- **WHAT IS NEEDED**:
The listing below should be written out again word for word, please.

- **PROVIDED ENTRIES**:

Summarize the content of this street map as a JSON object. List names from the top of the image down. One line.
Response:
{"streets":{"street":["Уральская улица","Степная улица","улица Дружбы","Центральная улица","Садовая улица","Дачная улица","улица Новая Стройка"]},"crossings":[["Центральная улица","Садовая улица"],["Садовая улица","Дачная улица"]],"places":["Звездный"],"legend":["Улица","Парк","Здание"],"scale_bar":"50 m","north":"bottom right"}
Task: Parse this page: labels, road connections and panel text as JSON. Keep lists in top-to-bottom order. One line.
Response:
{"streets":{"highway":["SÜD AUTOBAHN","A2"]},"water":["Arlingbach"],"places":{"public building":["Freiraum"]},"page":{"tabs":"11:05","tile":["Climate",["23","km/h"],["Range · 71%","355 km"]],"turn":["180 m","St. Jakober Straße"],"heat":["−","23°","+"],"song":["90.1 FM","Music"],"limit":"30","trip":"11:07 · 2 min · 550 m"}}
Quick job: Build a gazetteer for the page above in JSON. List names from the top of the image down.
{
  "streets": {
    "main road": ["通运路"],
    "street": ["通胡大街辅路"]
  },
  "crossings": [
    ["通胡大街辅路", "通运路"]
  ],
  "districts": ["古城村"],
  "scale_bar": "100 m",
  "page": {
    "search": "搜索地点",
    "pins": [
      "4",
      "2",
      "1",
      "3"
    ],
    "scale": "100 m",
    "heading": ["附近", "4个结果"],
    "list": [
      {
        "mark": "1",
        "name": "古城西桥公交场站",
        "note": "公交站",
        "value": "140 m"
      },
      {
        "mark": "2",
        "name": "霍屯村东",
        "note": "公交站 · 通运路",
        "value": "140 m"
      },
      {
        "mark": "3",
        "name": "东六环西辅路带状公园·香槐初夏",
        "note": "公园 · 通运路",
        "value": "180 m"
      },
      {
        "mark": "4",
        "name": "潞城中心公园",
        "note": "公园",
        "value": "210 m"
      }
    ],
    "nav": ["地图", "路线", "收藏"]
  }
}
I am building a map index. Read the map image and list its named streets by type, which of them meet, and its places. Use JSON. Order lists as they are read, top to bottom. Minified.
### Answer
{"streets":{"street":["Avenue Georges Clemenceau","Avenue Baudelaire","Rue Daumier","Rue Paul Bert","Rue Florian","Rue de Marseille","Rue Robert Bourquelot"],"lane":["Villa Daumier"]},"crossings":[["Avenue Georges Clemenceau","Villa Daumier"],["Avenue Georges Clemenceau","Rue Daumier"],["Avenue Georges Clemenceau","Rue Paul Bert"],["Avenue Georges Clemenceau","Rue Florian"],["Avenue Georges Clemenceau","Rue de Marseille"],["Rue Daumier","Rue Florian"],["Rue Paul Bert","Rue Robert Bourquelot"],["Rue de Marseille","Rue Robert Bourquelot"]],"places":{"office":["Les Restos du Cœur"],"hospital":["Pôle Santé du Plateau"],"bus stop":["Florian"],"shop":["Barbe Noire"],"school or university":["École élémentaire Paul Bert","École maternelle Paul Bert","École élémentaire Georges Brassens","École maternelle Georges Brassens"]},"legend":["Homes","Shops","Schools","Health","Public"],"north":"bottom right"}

- **ANSWER SECTION**:
Summarize the content of this street map as a JSON object. List names from the top of the image down. One line.
Response:
{"streets":{"street":["Уральская улица","Степная улица","улица Дружбы","Центральная улица","Садовая улица","Дачная улица","улица Новая Стройка"]},"crossings":[["Центральная улица","Садовая улица"],["Садовая улица","Дачная улица"]],"places":["Звездный"],"legend":["Улица","Парк","Здание"],"scale_bar":"50 m","north":"bottom right"}
Task: Parse this page: labels, road connections and panel text as JSON. Keep lists in top-to-bottom order. One line.
Response:
{"streets":{"highway":["SÜD AUTOBAHN","A2"]},"water":["Arlingbach"],"places":{"public building":["Freiraum"]},"page":{"tabs":"11:05","tile":["Climate",["23","km/h"],["Range · 71%","355 km"]],"turn":["180 m","St. Jakober Straße"],"heat":["−","23°","+"],"song":["90.1 FM","Music"],"limit":"30","trip":"11:07 · 2 min · 550 m"}}
Quick job: Build a gazetteer for the page above in JSON. List names from the top of the image down.
{
  "streets": {
    "main road": ["通运路"],
    "street": ["通胡大街辅路"]
  },
  "crossings": [
    ["通胡大街辅路", "通运路"]
  ],
  "districts": ["古城村"],
  "scale_bar": "100 m",
  "page": {
    "search": "搜索地点",
    "pins": [
      "4",
      "2",
      "1",
      "3"
    ],
    "scale": "100 m",
    "heading": ["附近", "4个结果"],
    "list": [
      {
        "mark": "1",
        "name": "古城西桥公交场站",
        "note": "公交站",
        "value": "140 m"
      },
      {
        "mark": "2",
        "name": "霍屯村东",
        "note": "公交站 · 通运路",
        "value": "140 m"
      },
      {
        "mark": "3",
        "name": "东六环西辅路带状公园·香槐初夏",
        "note": "公园 · 通运路",
        "value": "180 m"
      },
      {
        "mark": "4",
        "name": "潞城中心公园",
        "note": "公园",
        "value": "210 m"
      }
    ],
    "nav": ["地图", "路线", "收藏"]
  }
}
I am building a map index. Read the map image and list its named streets by type, which of them meet, and its places. Use JSON. Order lists as they are read, top to bottom. Minified.
### Answer
{"streets":{"street":["Avenue Georges Clemenceau","Avenue Baudelaire","Rue Daumier","Rue Paul Bert","Rue Florian","Rue de Marseille","Rue Robert Bourquelot"],"lane":["Villa Daumier"]},"crossings":[["Avenue Georges Clemenceau","Villa Daumier"],["Avenue Georges Clemenceau","Rue Daumier"],["Avenue Georges Clemenceau","Rue Paul Bert"],["Avenue Georges Clemenceau","Rue Florian"],["Avenue Georges Clemenceau","Rue de Marseille"],["Rue Daumier","Rue Florian"],["Rue Paul Bert","Rue Robert Bourquelot"],["Rue de Marseille","Rue Robert Bourquelot"]],"places":{"office":["Les Restos du Cœur"],"hospital":["Pôle Santé du Plateau"],"bus stop":["Florian"],"shop":["Barbe Noire"],"school or university":["École élémentaire Paul Bert","École maternelle Paul Bert","École élémentaire Georges Brassens","École maternelle Georges Brassens"]},"legend":["Homes","Shops","Schools","Health","Public"],"north":"bottom right"}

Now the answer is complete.